Less than a fifth of Brits are willing to drive or fly less

A new survey revealing British opinions on the environment on issues including transport, waste and recycling was published by the Department for Environment, Food and Rural Affairs (Defra) on Tuesday.

The study – called the 2007 Survey of Public Attitudes and Behaviours toward the environment – takes a look at what people in England think and how they behave across a range of issues relevant to the environment.

Three quarters of people believe that if most people in the UK recycled more, cut down their car use or flew less, it would have a major or medium impact on the UK’s contribution to climate change. However, although 60% of people are willing to recycle more, less than a fifth are willing to use a car less, or fly less.
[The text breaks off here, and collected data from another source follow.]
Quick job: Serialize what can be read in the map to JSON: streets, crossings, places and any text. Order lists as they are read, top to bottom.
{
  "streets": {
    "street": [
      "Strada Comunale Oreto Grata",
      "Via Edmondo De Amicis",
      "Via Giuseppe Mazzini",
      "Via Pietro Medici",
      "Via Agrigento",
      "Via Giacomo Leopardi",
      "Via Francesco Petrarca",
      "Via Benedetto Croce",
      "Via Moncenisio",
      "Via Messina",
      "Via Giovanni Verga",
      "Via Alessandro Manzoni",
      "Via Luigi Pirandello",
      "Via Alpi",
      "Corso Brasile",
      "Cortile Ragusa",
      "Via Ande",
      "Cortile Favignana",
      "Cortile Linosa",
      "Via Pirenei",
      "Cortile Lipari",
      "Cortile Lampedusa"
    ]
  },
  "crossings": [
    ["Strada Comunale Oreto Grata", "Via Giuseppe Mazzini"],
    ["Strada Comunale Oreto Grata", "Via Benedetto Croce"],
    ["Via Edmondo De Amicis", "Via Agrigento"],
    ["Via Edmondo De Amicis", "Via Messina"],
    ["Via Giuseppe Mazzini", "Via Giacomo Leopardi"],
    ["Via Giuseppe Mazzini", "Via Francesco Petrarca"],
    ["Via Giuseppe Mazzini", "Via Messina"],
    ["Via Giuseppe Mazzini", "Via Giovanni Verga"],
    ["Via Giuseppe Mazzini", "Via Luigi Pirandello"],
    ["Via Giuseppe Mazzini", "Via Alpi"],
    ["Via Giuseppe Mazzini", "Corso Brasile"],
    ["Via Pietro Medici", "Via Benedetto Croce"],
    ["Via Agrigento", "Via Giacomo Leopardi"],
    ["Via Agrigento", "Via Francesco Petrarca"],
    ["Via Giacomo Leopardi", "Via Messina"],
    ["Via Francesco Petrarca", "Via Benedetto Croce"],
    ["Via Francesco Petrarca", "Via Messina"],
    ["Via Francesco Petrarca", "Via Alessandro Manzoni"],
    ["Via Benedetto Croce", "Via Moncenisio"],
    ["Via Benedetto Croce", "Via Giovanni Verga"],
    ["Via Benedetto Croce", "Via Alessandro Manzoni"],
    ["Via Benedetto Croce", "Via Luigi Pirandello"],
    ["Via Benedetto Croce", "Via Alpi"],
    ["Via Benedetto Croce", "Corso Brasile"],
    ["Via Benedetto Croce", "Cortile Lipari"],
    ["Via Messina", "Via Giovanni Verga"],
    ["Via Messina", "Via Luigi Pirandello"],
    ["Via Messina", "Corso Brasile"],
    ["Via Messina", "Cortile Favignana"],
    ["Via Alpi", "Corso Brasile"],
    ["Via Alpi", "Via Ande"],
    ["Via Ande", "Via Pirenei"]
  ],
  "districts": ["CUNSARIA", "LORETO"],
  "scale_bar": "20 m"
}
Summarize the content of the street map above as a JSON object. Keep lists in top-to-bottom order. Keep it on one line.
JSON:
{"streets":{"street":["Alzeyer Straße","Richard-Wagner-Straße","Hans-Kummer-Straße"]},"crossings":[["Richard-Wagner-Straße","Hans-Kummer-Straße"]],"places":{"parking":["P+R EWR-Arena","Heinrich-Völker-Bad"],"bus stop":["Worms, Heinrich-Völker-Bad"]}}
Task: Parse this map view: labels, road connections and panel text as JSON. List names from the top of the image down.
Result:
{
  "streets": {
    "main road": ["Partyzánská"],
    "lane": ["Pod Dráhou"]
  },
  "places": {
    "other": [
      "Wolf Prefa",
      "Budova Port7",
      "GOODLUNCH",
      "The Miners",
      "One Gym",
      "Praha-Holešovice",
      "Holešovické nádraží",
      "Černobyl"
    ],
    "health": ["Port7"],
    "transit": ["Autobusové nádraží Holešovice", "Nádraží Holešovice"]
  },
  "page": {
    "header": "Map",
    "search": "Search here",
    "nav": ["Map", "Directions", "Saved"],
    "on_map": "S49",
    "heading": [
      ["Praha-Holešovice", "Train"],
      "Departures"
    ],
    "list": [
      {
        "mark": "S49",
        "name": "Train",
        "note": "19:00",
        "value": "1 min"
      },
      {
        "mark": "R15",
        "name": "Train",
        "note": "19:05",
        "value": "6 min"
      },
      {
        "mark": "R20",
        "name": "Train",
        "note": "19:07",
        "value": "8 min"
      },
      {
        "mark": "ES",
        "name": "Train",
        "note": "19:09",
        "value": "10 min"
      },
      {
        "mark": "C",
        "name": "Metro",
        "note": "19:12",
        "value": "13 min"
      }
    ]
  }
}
About a quarter of people agreed with statements such as “It takes too much effort to do things that are environmentally friendly”, and “I don’t believe my behaviour and everyday lifestyle contribute to climate change.” However, about half disagreed.

Over a half of people report that they never leave their televisions on standby overnight, their mobile phone chargers plugged in or lights on in rooms when not in them.

However, approximately a fifth say they always leave the televisions on standby overnight, and a similar proportion that they always leave the tap running when brushing their teeth.

The proportion of people recycling paper, glass and plastic has almost doubled since 2001. In 2007, approximately 75% of people said they recycled these materials, mainly via regular doorstep collection.

Of the issues people think government should be dealing with, the environment was the fourth most commonly mentioned behind crime, health and education.